# Guide: Cable Management Mobo Tray Mod



## CyberDruid (Dec 8, 2008)

Hey guys

This is a guide that will aid your efforts to manage cabling in cases with a bottom mount PSU.

The idea can be applied to any case that offers enough clearance between the blind side panel and the back of the motherboard tray for your PSU cabling.






Here we have a virgin Antec 900





This is pretty essential for layout but if you plan to paint right away you can skip the tape and use a pencil or whatever instead of a Sharpie





C-Channel is going to come in handly to prevent chafing and clean up any holes you make. It can also surplant the use of Grommets (which are expensive)





To determine the size of the holes you'll make choose the grommets first.





A step bit (on left) is one of the cleanest ways to make and enlarge holes in sheet metal. A Hole saw is good for larger holes but you need to use a backing board clamped into place.





A drill and some bits will make pilot holes.

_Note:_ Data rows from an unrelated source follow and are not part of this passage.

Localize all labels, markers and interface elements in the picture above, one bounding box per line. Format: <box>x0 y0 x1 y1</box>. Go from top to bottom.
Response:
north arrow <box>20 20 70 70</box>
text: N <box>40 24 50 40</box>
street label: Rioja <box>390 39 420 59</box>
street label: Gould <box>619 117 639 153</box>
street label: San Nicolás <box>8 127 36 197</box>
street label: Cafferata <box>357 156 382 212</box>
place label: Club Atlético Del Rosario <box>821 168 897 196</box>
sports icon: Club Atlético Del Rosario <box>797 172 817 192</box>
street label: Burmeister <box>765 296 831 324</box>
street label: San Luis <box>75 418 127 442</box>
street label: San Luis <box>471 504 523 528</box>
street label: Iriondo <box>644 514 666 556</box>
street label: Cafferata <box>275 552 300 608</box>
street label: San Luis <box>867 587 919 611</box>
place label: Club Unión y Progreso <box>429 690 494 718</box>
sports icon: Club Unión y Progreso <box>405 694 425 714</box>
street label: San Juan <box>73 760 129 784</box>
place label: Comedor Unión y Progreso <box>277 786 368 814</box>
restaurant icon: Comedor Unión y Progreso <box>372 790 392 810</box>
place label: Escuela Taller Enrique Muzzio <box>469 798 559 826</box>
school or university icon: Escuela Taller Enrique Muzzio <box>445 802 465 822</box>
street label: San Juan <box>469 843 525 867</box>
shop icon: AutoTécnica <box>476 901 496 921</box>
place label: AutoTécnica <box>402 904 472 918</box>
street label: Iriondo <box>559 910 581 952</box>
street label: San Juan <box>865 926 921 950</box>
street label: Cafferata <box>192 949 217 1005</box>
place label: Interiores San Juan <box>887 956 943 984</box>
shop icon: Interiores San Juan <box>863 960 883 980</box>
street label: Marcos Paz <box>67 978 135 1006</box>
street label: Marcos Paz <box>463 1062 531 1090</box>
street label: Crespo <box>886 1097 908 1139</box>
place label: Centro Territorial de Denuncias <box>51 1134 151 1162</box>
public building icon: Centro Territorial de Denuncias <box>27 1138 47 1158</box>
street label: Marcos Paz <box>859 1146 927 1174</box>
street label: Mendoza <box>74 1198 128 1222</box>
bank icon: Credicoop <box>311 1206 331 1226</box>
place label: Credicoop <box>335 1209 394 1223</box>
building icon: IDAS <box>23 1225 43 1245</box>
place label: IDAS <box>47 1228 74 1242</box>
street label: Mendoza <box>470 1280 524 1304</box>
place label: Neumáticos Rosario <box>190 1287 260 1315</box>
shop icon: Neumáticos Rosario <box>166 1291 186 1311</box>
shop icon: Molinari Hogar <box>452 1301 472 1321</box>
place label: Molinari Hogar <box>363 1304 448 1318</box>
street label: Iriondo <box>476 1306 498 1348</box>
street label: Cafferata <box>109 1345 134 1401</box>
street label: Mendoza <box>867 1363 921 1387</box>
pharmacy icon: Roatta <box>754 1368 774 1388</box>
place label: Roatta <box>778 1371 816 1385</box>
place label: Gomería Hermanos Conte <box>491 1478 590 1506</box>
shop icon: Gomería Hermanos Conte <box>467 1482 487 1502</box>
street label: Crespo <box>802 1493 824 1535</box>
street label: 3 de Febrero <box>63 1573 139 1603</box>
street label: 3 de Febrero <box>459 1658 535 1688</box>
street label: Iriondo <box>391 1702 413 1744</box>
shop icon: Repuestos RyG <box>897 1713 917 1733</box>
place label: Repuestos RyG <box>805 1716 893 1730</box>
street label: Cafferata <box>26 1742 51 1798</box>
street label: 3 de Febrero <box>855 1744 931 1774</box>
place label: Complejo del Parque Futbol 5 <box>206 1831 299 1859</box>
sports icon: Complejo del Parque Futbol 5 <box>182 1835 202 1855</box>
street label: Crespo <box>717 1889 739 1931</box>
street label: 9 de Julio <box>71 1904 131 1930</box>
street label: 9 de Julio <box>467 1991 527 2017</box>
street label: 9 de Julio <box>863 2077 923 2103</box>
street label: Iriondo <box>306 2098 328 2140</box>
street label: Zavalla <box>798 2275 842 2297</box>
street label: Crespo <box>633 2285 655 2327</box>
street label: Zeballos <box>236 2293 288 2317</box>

A Holesaw Kt and serious High torque low speed drill with a large chuck is required for making the optional PSU fan hole mod





But you can also use a jigsaw





If you don't have the drills or jigsaw a die grinder or dremel type tool with cut off wheels will get the job done as well





Scissors and/or a utility or Exacto knife will be handy for cutting any patterns from paper or trimming C Channel to exact length

More to follow


----------



## CyberDruid (Dec 8, 2008)

First you need to have the PSU in hand because there are a lot of different types and lengths of PSUs some with small fans no fans or large fans





You will be surprised at how small a hole the 24 pin plug will fit through if you "roll it"--here it's being poked through a factory hole intended for LC just to demonstrate.





Strip the case





SInce I have a lot of mods going at once I alwas store the parts in the box..that way later I don't have a WTF moment





This blank slate needs to have some guidelines to layout the holes





If your PSU has nice long cables you can leave the fan up...but most don't





You can see here that this will stretch the cables across the airflow and basically be your typical n00b cabling disaster...

So here's an optional mod to flip the PSU if it has a fan





It's easier to put tape to mark the edges of the PSU wih the cable outlet away from the mobo panel













A handly thing for layout is a piece of stiff paperor cardboard with a 90 degree corner...this will let you trace a slightly oversized  guide of where the PSu sits in the case.













Use that "square" to transfer your marks all around and measure to determine the center of the fan o the PSU and transfer that mark to the case floor.





Pilot a hole at that center mark





If you have the right size holesaw





Flip the case and secure it on a pad and have at it...





Or use a compass and draw out the cut and use a cut off wheel...or even a jigsaw





A Drum sander on a drill will rapidly deburr the cut





Using the guideline for the PSU position drill a hole the right size for your largest grommet or about 1-1/4" diameter if using C-Channel





This is where you will poke the majority of the PSU cabling through to hide it behind the mobo tray





Edge your PSU fan hole with C-Channel

Now you are ready to layout for the motherboard cabling holes.

Lay your mobo in place and use the tape to mark around it or if painting soon just mark around it. Make check marks where the 24 pin, SATA cabling and FP cabling will pop through. You want to make your holes so the enters are 1/4" away from the edge of themobo This ill allow the cabling to ease through and still hide most of the hole. Use drills the right size for your grommets.

More to Follow


----------



## CyberDruid (Dec 8, 2008)

If using holesaws back up your work with a piece of scrap wood and clamp the case.





If Using step bits use some tape around the bit to ensure you do not go one step too large.





The layout here is top grommet for Front Panel stuff coming off the top panel, 24Pin, SATA, Front Panel to Mobo, and finally 24pin etc from the PSU





That's how it starts





PSU can breathe













Sanitary cabling from the start











I hope this helps out modders here at TPU


----------



## KBD (Dec 8, 2008)

very, very cool, i wish i knew about this when i got my TJ-09. it has the bottom mounted PSU and makes cable management rather difficult. When i had my PC P&C 750 what i did was simply flipped it over so the PSU cables wound up right next to the mobo tray as opposed to being on the opposite side of the mobo tray and were being stretched from one side of case to another making it look stupid. Fortunately that case does have a grill in the PSU area and when i got my Ultra PSU with 140mm i just put it facing the grill. The big downside, of course, is that in this configuration the PSU fan sucks up all the dust under the case, thats the only problem i see with this mod.


----------



## Thrackan (Dec 8, 2008)

...and another task added to my never-ending agenda


----------



## theJesus (Dec 9, 2008)

Excellent guide!  My friends and I always cut holes in the mobo tray and hide the wires behind it, but this is a really clean way to do it.


----------